Shared with you
Mostly known for being a producer, Irwin Winkler did not perform producing duties on this picture.
Martin Scorsese portrays a fictional director called "Joe Lesser". This character is based on Director Joseph Losey, who left Hollywood in the 1950s, rather than face the HUAC examinations.
Blacklisted Writer and Director Abraham Polonsky wrote the original screenplay for the film. When Irwin Winkler decided to re-write the script by changing De Niro's character from a Communist to a more generic Liberal, Polonsky had his name removed from the film's credits. "I wanted it to be about Communists, because that's the way it really happened. They didn't need another story about a man who was falsely accused", he said in an interview in the New York Times.
David Merrill's (Robert De Niro's) climactic courtroom speech is an almost verbatim lift of a speech made by lawyer Joseph N. Welch in a McCarthy hearing in the 1950s.
Abraham Polonsky, a victim of the blacklist, was so offended that Irwin Winkler changed the main character from a Communist Party member to a Liberal, that he not only had his name taken off of the movie, he also refused an Executive Producer credit that would have earned him a substantial fee. Polonsky was very vocal in the press about his anger with Winkler, and his disapproval over the resulting movie.

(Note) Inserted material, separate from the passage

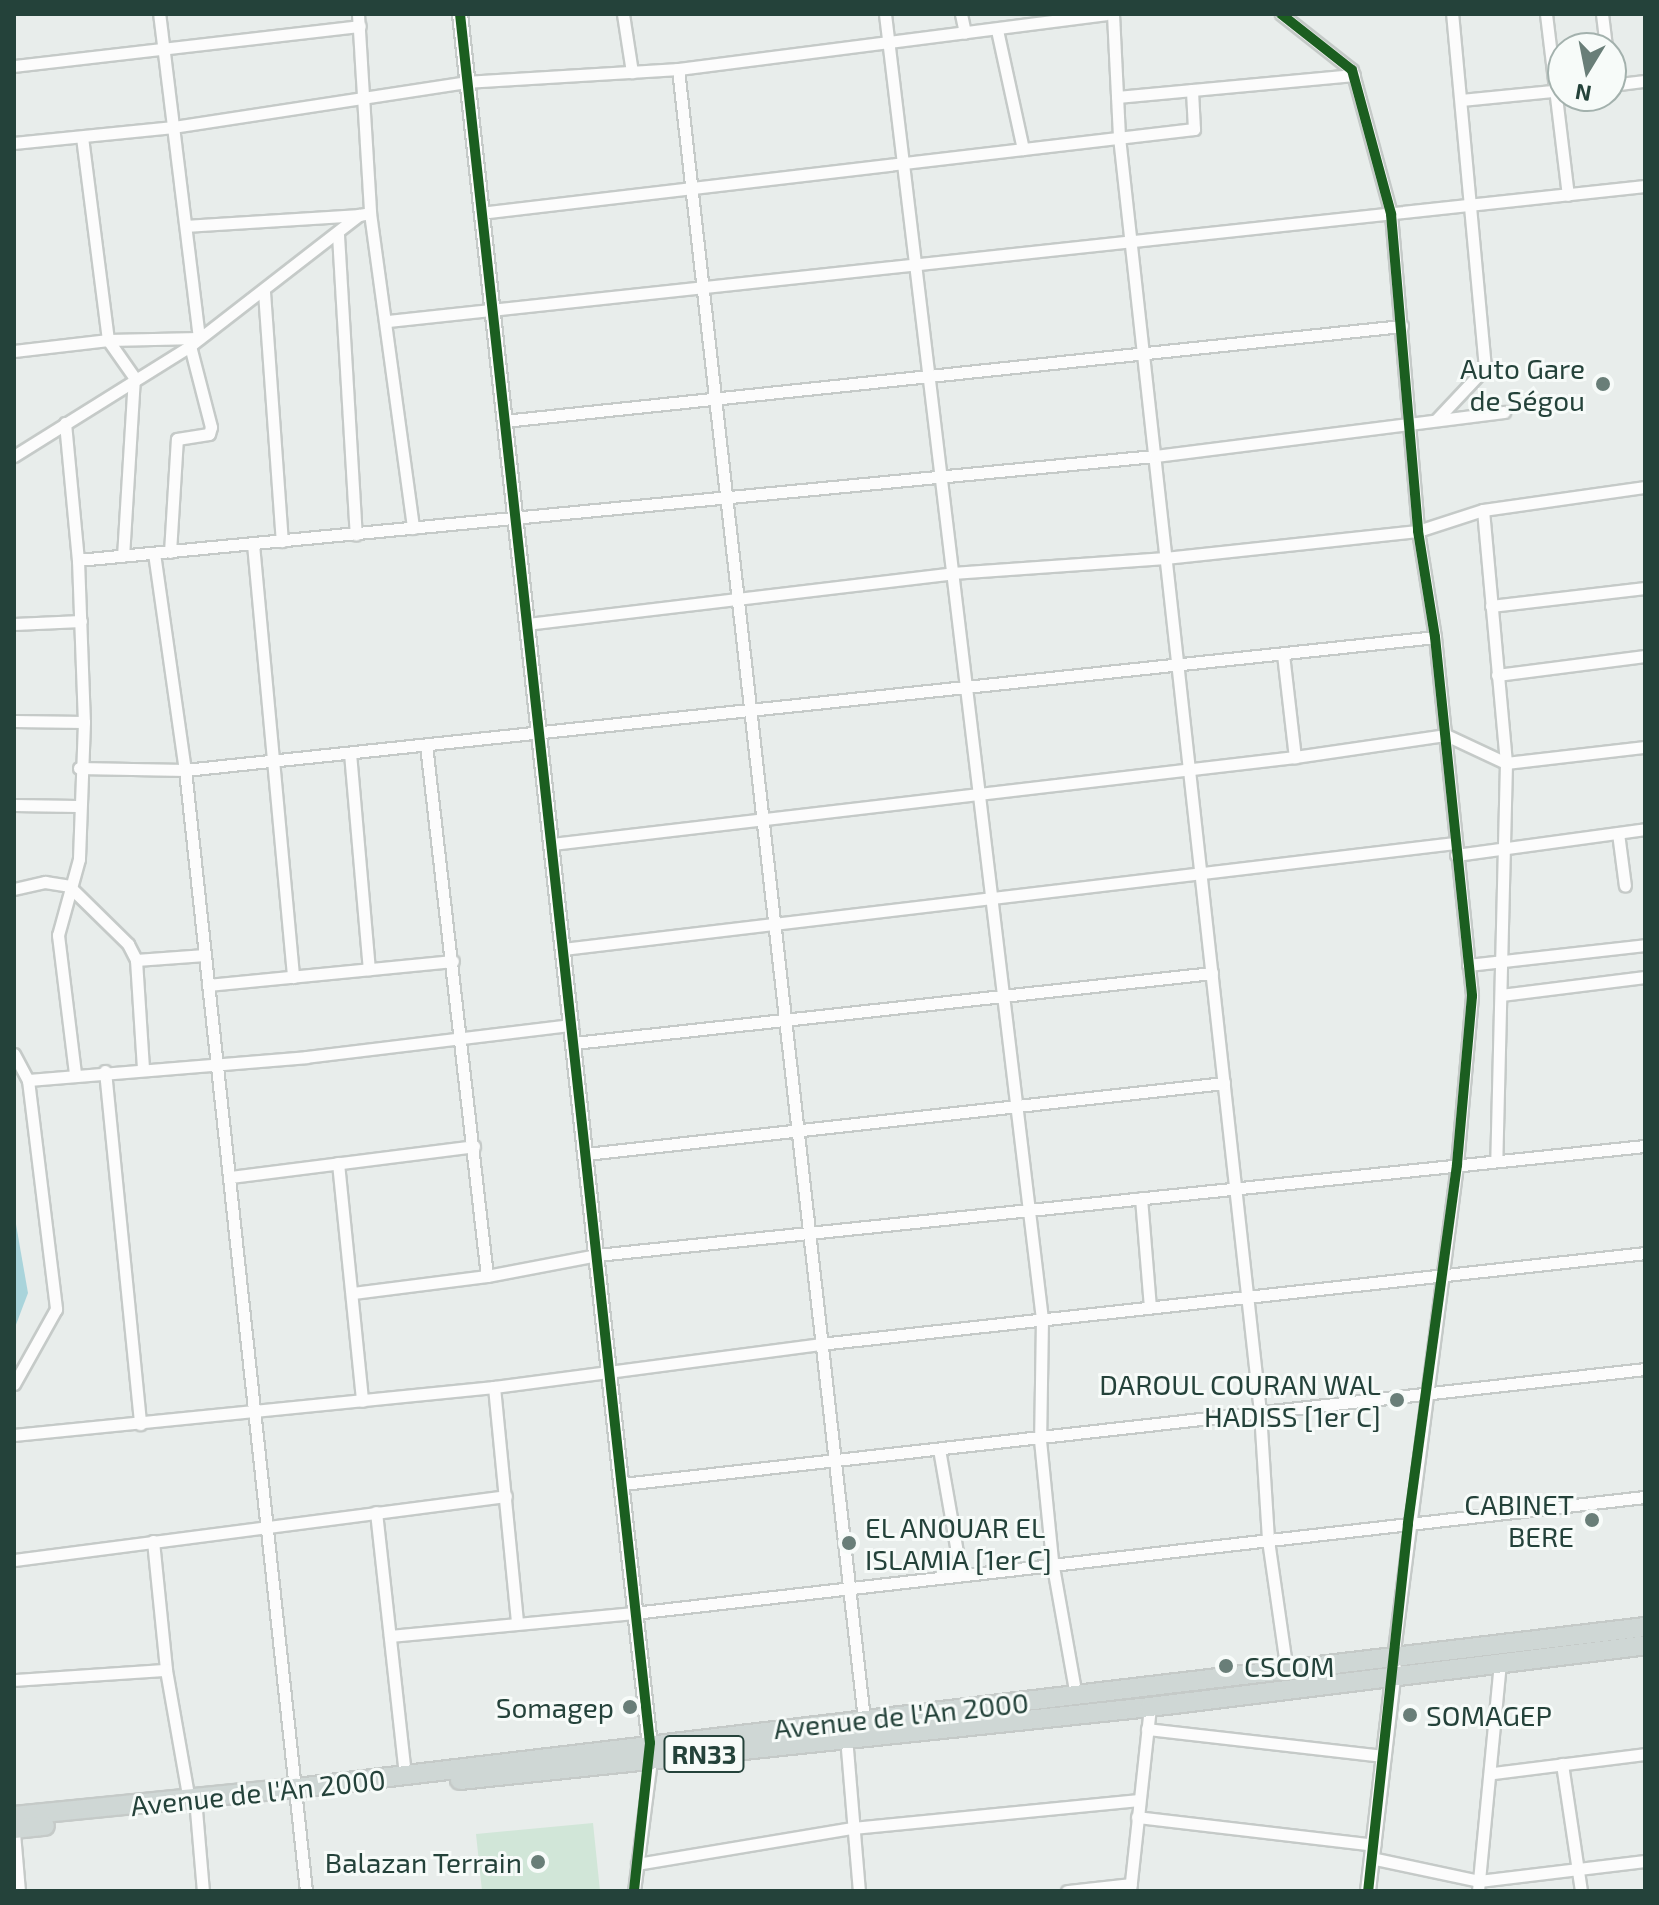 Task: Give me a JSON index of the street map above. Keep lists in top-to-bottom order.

According to the article "McCarthyism Made Simple" by Jonathan Rosenbaum published in "The Chicago Reader", this picture was "the first Hollywood feature devoted in its entirety to the film industry blacklist." The earlier Martin Ritt-directed film The Front (1976) dealt with television.
Martin Scorsese: As Director Joe Lesser, who was based on real-life film Director Joseph Losey, who spent the rest of his career in the UK after being blacklisted.